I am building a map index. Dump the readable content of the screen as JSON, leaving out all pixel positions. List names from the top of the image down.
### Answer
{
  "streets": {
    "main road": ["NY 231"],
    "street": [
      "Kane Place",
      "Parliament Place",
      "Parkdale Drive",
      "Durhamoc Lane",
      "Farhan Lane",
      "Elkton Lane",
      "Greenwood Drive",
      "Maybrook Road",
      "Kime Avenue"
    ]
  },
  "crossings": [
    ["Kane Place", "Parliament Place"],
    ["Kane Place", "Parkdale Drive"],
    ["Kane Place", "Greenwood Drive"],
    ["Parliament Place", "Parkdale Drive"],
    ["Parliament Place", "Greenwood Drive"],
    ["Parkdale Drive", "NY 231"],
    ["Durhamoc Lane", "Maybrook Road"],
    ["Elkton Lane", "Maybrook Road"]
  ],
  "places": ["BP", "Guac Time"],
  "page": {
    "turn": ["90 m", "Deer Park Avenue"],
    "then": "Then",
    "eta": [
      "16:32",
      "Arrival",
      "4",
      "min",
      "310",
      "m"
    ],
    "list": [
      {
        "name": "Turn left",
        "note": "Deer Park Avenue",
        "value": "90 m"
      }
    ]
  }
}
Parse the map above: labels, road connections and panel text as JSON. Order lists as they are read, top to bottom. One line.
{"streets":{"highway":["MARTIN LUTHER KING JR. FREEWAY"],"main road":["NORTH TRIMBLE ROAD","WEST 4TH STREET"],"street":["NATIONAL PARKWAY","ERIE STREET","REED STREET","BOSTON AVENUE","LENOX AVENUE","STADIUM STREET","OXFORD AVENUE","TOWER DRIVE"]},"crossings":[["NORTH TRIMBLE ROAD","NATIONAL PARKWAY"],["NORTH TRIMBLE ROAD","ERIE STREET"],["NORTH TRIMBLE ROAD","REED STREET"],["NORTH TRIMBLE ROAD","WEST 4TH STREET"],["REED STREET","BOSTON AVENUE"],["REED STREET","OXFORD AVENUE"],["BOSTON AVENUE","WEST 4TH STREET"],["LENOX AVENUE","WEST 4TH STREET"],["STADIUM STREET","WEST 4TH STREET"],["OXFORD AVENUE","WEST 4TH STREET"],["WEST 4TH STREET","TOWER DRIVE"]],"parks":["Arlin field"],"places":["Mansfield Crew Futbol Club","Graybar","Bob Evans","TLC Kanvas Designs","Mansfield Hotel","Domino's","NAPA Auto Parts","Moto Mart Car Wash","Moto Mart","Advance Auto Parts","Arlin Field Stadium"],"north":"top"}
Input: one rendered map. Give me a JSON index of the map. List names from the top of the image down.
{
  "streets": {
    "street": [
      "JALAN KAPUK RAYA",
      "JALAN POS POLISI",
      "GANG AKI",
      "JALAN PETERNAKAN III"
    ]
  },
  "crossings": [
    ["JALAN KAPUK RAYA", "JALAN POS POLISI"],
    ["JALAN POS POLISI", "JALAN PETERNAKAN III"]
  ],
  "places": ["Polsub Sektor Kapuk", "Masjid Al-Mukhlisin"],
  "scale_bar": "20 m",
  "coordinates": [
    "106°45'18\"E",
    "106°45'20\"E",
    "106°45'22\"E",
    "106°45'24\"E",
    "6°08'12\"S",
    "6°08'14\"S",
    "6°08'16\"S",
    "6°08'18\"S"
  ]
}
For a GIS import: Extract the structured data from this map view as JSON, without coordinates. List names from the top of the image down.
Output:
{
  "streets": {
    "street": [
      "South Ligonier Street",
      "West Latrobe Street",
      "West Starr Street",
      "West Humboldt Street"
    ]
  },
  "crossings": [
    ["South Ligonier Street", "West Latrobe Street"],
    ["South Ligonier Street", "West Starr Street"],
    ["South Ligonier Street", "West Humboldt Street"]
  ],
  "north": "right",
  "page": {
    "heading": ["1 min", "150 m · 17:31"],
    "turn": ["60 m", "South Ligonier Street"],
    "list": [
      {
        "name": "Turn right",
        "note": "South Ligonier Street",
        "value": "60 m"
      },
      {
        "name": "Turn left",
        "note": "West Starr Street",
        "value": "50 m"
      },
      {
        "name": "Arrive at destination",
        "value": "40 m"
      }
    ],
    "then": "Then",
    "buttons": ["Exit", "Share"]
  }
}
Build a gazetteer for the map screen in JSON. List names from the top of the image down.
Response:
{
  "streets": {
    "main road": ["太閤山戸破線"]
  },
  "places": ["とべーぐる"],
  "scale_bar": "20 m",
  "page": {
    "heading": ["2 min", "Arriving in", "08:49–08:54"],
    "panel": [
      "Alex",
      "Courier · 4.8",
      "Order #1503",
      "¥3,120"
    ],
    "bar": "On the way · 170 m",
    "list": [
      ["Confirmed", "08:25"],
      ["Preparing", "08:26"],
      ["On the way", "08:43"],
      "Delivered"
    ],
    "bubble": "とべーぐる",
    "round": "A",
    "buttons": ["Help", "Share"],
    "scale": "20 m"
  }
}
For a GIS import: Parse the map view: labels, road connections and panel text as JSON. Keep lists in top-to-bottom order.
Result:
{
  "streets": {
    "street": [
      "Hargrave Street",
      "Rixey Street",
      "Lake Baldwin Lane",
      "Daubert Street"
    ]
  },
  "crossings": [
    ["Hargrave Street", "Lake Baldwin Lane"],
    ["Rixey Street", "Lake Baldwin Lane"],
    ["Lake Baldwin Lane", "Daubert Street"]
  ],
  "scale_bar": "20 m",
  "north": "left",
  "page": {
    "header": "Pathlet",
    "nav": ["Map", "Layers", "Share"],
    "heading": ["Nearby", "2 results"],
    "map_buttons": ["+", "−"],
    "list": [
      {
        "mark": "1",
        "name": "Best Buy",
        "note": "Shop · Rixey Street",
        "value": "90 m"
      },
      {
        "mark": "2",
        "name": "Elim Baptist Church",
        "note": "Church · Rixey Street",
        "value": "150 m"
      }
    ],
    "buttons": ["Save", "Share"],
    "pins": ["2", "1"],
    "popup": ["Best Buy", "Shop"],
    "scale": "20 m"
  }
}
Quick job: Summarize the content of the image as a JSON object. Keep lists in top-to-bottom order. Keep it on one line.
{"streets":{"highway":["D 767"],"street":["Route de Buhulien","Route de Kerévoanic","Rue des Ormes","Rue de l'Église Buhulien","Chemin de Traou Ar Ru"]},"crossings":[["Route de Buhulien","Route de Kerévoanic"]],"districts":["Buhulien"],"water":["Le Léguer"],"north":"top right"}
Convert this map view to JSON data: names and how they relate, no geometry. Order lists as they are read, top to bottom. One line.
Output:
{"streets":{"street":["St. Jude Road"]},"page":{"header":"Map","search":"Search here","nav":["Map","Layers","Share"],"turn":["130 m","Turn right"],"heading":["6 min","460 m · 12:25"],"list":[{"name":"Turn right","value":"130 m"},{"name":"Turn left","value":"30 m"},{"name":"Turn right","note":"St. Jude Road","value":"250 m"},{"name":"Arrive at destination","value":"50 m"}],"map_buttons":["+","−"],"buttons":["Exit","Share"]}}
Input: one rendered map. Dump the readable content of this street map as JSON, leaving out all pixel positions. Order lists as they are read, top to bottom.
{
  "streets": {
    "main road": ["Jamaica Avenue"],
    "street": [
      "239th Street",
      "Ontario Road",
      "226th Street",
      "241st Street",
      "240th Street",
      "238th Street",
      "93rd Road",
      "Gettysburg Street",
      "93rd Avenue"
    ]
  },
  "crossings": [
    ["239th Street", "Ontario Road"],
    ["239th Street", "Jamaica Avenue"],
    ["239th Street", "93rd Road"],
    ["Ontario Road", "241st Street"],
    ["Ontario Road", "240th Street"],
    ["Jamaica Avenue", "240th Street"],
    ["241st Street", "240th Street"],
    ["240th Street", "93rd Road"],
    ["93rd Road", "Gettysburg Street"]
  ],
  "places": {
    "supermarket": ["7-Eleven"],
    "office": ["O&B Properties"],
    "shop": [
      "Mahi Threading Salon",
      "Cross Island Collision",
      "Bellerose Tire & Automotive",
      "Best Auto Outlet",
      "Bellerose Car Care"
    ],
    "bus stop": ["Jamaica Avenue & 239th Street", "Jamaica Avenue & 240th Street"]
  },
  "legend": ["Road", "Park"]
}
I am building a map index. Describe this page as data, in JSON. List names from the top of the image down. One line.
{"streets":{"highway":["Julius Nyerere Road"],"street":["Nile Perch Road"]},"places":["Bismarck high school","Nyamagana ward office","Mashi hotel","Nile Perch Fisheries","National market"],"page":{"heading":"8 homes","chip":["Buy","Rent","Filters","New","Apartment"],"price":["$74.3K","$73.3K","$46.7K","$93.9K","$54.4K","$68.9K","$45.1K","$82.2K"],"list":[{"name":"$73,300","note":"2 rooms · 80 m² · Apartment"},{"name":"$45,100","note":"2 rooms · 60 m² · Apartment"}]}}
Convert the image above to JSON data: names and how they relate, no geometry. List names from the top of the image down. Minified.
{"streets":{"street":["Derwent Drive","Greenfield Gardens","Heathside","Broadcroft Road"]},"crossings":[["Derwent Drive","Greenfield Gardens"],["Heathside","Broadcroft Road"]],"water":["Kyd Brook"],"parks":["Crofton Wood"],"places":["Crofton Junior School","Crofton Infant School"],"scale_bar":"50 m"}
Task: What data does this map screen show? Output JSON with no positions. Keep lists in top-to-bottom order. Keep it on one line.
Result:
--------------------
## What is being asked
The expected output is each line of the records above that includes the word "import".

## Task result
For a GIS import: Extract the structured data from this map view as JSON, without coordinates. List names from the top of the image down.
For a GIS import: Parse the map view: labels, road connections and panel text as JSON. Keep lists in top-to-bottom order.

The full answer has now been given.